Figure 8. SNP rs11574744 destroys the proximal miR-34a binding site.

(A) The nucleotide change of the SNP rs11574744 in the proximal miR-34a site 171 nt downstream of the stop codon of the HNF4A mRNA is given. (B) Luciferase reporter assays were performed in INS-1 and HK120 cells with the expression vector for miR-34a and either the HNF4A 3′UTR reporter construct 1–249 or the corresponding construct carrying the A nucleotide variant. 100% refers to the activity in the presence of an empty expression vector. ** denotes p-values of <0.01 using an independent-samples t test. Experimental details are as in Fig. 6.

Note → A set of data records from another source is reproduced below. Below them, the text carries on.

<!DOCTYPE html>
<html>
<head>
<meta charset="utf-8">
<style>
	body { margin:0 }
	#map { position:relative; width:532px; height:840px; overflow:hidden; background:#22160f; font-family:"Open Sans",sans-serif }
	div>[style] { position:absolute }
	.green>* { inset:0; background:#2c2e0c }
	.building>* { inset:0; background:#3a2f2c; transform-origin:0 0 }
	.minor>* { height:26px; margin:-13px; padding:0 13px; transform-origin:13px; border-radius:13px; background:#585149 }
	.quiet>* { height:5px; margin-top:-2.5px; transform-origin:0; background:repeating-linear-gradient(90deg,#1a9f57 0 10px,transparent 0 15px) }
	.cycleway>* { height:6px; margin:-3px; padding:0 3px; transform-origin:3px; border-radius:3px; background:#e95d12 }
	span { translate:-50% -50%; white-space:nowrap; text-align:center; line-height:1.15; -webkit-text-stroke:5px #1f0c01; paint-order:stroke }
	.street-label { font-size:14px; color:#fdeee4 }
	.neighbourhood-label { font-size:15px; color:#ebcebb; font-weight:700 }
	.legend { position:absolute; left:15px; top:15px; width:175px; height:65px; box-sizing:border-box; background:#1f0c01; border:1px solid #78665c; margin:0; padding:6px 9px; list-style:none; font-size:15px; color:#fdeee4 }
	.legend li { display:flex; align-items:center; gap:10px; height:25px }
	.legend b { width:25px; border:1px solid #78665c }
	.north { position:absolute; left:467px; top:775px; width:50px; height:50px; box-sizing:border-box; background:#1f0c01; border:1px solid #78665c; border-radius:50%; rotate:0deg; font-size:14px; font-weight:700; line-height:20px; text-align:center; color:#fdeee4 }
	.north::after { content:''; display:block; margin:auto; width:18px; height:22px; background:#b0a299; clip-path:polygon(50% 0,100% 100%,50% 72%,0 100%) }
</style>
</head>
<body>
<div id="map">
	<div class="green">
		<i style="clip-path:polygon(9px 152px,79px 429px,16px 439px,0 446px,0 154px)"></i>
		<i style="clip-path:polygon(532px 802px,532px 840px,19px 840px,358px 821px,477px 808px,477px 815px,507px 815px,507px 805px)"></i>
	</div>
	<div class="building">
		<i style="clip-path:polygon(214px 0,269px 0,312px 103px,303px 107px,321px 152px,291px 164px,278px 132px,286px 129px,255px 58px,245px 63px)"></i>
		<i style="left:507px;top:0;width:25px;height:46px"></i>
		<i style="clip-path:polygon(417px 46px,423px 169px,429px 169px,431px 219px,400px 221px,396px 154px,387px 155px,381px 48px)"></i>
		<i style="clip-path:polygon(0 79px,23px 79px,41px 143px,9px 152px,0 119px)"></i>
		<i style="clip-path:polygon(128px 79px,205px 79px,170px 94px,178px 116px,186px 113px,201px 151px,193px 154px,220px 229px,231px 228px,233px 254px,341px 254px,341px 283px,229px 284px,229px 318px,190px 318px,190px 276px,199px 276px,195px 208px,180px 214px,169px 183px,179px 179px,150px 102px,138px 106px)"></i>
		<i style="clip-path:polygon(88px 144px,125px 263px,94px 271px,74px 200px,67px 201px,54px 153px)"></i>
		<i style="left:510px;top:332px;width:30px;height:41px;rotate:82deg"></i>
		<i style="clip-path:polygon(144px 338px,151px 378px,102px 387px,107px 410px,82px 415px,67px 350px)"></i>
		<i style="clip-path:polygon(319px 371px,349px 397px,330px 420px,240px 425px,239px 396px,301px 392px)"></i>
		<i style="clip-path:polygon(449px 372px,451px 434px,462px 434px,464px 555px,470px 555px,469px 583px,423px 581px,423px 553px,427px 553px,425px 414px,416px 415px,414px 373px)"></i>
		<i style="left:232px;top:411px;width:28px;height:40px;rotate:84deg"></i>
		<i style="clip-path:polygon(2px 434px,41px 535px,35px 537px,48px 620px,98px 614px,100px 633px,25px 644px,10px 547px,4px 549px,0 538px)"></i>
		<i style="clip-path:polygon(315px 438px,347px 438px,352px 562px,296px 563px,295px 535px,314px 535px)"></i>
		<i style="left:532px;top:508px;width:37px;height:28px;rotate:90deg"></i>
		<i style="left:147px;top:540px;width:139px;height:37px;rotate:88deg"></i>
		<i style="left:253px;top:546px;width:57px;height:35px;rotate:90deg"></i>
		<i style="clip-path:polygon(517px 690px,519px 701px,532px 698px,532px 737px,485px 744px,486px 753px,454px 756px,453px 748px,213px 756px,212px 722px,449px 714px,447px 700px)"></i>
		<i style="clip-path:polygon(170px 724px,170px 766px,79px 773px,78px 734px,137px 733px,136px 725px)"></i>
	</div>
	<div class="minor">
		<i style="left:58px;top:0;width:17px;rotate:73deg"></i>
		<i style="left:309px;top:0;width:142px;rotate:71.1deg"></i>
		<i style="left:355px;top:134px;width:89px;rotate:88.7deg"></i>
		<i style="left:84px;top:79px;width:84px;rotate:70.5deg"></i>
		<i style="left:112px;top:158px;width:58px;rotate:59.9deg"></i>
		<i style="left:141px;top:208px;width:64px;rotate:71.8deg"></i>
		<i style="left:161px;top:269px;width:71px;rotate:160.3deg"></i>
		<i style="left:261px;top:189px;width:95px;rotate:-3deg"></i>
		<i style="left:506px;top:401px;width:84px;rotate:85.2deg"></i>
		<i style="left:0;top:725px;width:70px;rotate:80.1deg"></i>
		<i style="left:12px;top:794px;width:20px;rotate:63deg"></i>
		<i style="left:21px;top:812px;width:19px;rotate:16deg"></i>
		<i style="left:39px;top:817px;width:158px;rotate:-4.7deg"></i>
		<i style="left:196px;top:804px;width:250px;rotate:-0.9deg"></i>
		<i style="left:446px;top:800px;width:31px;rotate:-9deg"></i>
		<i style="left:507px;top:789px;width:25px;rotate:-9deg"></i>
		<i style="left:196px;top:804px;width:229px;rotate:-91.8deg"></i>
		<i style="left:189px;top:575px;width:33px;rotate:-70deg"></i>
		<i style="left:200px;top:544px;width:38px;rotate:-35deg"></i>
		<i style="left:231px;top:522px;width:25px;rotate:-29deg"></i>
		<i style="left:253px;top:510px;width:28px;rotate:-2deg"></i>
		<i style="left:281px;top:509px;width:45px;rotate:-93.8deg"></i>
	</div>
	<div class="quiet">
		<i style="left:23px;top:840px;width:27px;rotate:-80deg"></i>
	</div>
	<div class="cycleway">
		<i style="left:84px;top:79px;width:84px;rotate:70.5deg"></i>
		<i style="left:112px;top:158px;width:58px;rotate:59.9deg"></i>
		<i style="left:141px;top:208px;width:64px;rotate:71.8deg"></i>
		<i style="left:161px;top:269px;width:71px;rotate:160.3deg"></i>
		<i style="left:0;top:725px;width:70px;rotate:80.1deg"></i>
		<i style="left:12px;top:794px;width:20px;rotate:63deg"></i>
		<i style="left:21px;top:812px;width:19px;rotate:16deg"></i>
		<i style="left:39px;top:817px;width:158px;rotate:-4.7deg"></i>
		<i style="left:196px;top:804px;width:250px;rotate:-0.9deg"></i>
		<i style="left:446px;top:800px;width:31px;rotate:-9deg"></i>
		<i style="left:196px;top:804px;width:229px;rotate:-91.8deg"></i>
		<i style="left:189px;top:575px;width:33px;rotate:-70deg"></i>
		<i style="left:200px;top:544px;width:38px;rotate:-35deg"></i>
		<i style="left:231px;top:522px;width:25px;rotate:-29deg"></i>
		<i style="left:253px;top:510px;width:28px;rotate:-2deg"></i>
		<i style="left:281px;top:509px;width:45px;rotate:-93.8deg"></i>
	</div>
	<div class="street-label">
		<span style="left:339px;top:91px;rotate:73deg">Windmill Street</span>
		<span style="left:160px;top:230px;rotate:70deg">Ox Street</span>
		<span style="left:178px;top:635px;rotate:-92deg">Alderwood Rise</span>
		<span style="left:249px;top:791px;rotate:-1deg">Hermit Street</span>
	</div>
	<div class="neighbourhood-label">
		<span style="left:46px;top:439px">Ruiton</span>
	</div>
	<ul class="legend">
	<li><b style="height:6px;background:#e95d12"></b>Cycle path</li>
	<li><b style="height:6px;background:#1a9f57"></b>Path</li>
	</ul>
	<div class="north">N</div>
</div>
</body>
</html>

Figure 9. Regulatory elements identified in the 3′UTR of the HNF4A mRNA.

A summary of the various functional elements identified in our work is illustrated. The SNP rs11574744 located in the proximal miR-34a site (171 nt) is given. The functional relevance of the distal miR-34a site (271 nt) has been reported independently . The numbering starts with the first nucleotide of the 3′UTR after the stop codon.